Llanto que es de amargura del cielo para nuestra tardía piedad, más inicua. Así habrá por el campo muchas perdices mal heridas por nosotros, y nos las figuramos arrastradas también hasta sus nidos, muriendo lentamente al pie de los hijuelos en la tragedia de su sangre.
—¡Mátale!—suplícame Rocío.
No acierto á obedecer. Al ir ella otra vez á cogerle para, considerar si podría salvarle, el zorzal salta y cae al arroyo. La corriente se le lleva; más impávidamente compasiva que nosotros le ahogará.
Nos miramos é intentamos sonreír disimulándonos la angustia que puede ser sensiblería...; mas, ¡ah!..., están solas nuestras conciencias, capaces de todos los remordimientos infinitos, y el alarde de sonrisas deshácese en la pena de una lágrima.
Inútilmente vuelve con el buen tiempo la animación de cazadores.

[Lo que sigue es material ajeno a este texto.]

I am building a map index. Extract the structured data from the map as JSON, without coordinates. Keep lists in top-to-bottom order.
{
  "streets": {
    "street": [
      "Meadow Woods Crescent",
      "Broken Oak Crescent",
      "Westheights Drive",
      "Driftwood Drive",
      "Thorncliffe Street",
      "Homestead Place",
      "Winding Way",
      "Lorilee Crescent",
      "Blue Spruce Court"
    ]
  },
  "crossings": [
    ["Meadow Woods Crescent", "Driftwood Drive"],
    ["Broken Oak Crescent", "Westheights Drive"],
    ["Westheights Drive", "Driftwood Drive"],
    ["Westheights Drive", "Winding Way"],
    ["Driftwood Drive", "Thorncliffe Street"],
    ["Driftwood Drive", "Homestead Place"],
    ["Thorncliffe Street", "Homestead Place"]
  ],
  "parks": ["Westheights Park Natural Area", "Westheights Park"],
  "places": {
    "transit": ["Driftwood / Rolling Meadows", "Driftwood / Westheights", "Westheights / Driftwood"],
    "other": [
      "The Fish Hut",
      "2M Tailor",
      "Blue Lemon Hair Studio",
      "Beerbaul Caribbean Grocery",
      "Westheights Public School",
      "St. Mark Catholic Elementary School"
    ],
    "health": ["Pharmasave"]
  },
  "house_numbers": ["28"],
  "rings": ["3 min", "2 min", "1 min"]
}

Disculpados de cualquier modo, no formamos ya en las gozosas cabalgatas. Se reirían si supiesen el motivo, como nosotros mismos nos reímos de nuestra perpleja envidia viéndoles partir; porque, en verdad, la cordial repugnancia á un placer que se funda en la crueldad, no evita que algo quizá implacablemente salvaje de nuestro ser añore las alegrías de las tardes en la sierra, de las locas matanzas de perdices.

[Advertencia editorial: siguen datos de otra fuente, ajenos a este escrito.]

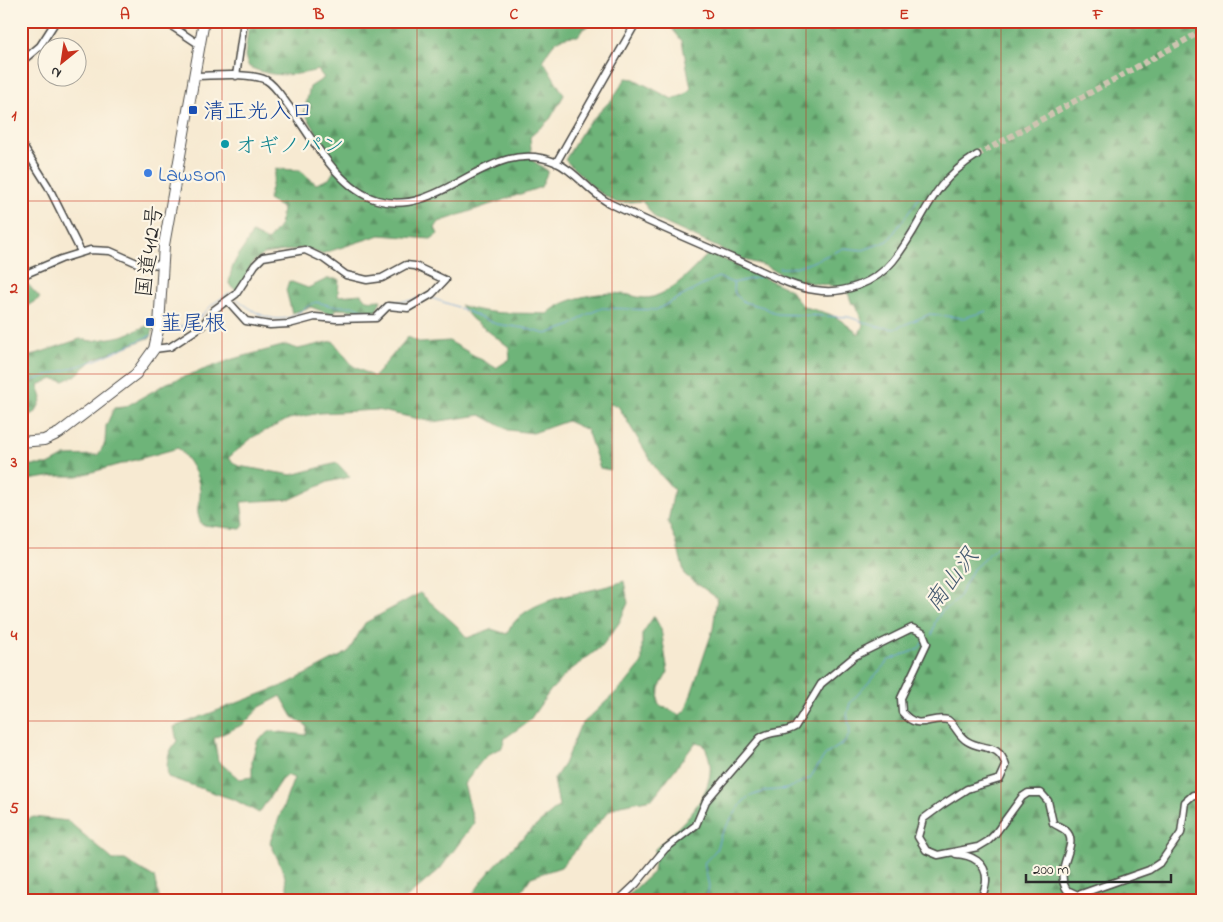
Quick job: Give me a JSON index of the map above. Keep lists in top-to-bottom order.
{
  "streets": {
    "highway": ["国道412号"]
  },
  "water": ["南山沢"],
  "places": {
    "transit": ["清正光入口", "韮尾根"],
    "other": ["オギノパン", "Lawson"]
  },
  "scale_bar": "200 m",
  "north": "bottom left",
  "grid": {
    "columns": [
      "A",
      "B",
      "C",
      "D",
      "E",
      "F"
    ],
    "rows": [
      "1",
      "2",
      "3",
      "4",
      "5"
    ]
  }
}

¿Cómo con ello podíamos sentir el gozo de una diversión sencilla, casi patriarcal, casi santa, y quién nos habría dicho que la lágrima de duelo ante un pobre pajarillo hubiese de persistir en nuestras almas como minúscula lente á cuyo través hemos visto enturbiarse no sólo aquel placer, sino toda la serenidad de nuestra dicha?
Inmensa la que respiramos, no ha podido destruírse; pero está desorientada sobre el fondo doloroso descubierto en ella propia. Creíamosla forjada del amor que nuestros corazones vertiésenle á todo alrededor, y aquellas lágrimas piadosas, por contradicción incomprensible, han venido á amargarla tal que las gotas de un veneno las linfas de una fuente.
No podemos mirar nada ahora sin percibir el daño que á pesar nuestro repartimos. Pensando trocar la mansa ferocidad de aquellas cacerías por la sencilla distracción de los paseos con Mary y Emma, en cuanto ellas se entraban á pescar en los charcos comprendimos que no son las ranas y los peces menos dignos de compasión que las perdices.